Tests introduced by the government two years ago in a bid to cut benefit fraud are not fit for purpose,say organisers of a campaign, based in Edinburgh, formed to fight them. Here, Jane Bradley talks to the campaign leaders, including a Leith GP who has many cases where he believes the assessments got it badly wrong
IT was a badge used by the SS guards to mark prisoners as “asocial” or “workshy” in Nazi concentration camps. Now the “black triangle” symbol has been adopted by a group of campaigners fighting the so-called “fit-to-work” assessments implemented by the Department of Work and Pensions (DWP) in a bid to stamp out benefit fraud.
Set up by John McArdle and a group of like-minded Edinburgh campaigners 18 months ago, the Black Triangle Campaign was launched in memory of Edinburgh writer Paul Reekie, who took his own life – allegedly after having his benefits cut during a bout of serious depression. Reekie did not leave a suicide note, but he laid out two letters on his table, found after his death. One was notifying him that his housing benefit had been stopped. The other was informing him that his incapacity benefit had been stopped.
McArdle – who himself was forced to fight an appeal that he won to continue to retain his own benefits after a severe period of clinical depression – heard about the circumstances surrounding Reekie’s death and decided to take action. “Paul Reekie was an acquaintance, but when I heard about what had happened to him, I decided to do something about it,” says McArdle. “I set up the Black Triangle campaign. It began as a Facebook page, but it just snowballed from there. The frustration is that the issues haven’t really got any better.
“Disabled people are incredibly vulnerable and it is devastating when someone has their benefits cut, but it is incredibly difficult to change.” Under the official title, the Work Capability Assessment (WCA), the test was introduced by the DWP two years ago to assess whether people should be entitled to employment and support allowance.

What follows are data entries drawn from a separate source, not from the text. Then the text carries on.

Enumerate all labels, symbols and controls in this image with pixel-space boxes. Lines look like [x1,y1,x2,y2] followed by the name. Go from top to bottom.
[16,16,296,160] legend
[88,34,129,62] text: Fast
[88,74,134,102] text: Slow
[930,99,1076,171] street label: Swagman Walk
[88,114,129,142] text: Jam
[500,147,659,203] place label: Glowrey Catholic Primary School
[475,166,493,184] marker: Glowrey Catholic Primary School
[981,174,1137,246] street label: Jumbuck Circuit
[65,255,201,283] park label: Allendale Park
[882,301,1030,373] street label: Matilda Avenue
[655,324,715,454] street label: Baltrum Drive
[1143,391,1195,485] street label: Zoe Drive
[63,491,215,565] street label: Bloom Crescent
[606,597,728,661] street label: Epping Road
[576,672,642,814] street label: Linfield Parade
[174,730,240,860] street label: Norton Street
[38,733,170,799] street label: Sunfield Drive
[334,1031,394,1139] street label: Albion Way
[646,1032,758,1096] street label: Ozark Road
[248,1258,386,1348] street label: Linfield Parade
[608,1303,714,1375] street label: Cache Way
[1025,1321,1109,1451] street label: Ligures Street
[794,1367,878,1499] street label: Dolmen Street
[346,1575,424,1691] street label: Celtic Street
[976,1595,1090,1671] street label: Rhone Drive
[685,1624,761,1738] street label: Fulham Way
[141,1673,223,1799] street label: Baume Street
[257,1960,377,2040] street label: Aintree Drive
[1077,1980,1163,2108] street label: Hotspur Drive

It has since been the subject of much debate from both sides of the argument: some believe it is a much-needed crackdown on benefit cheats; others say the system used by the private company, Atos, which carries out the interviews, is not fit for purpose.
Also leading the campaign is Leith GP Dr Stephen Carty, who broke ranks with his profession to stand up for his patients when he discovered many were being told they were fit for work after passing a number of tests that did not involve consulting medical experts.
“I have grave concerns about the harm that is being done to patients who are being put through this Work Capability Assessment processes,” he says. “It is essentially a computer system used by Atos to assess patients. What is happening is that people are being seen by individuals with very little occupational health training – and they don’t request any meaningful information from a GP who has been treating the patient.”
He added: “I think there are a variety of reasons why there has been silence from the medical perspective on this issue. One is that if changes are brought in, they would have to act as gatekeepers for patients. We have been staggered by the harm and the lack of regard to safety that has been applied here through these assessments.”
Carty’s list of people deemed fit to work, whom he insists are not capable of normal employment, is almost endless. Right he lists four case studies, including one man who had his benefits axed after being told he had to go out to work shortly after being sectioned in a mental hospital.
The campaigners are now focusing on lobbying the government and organising demonstrations – the next is due to take place at Westminster later this month over the proposed Welfare Reform Bill, which would see a shake- up of how disability benefits are paid – and is trying to build a database of legal experts willing to donate their time to people trying to fight their corner.
A spokeswoman for Atos said the results of all Work Capability Assessment interviews are passed onto the DWP for a decision. The DWP says its system works. Reforms to the system, brought in after an independent review carried out by Professor Malcolm Harrington, were welcomed by the government when the review was published in November.
“It is in everyone’s interest to get the WCA right, which is why has been greatly improved over the last two years,” said a DWP spokeswoman. “The system is far better than it was but we will continue to keep it under review and refine it further.
“We are committed to helping thousands of people move from benefits and back into work. Those found too sick or disabled to work won’t be expected to and will continue to receive the help and support they need.”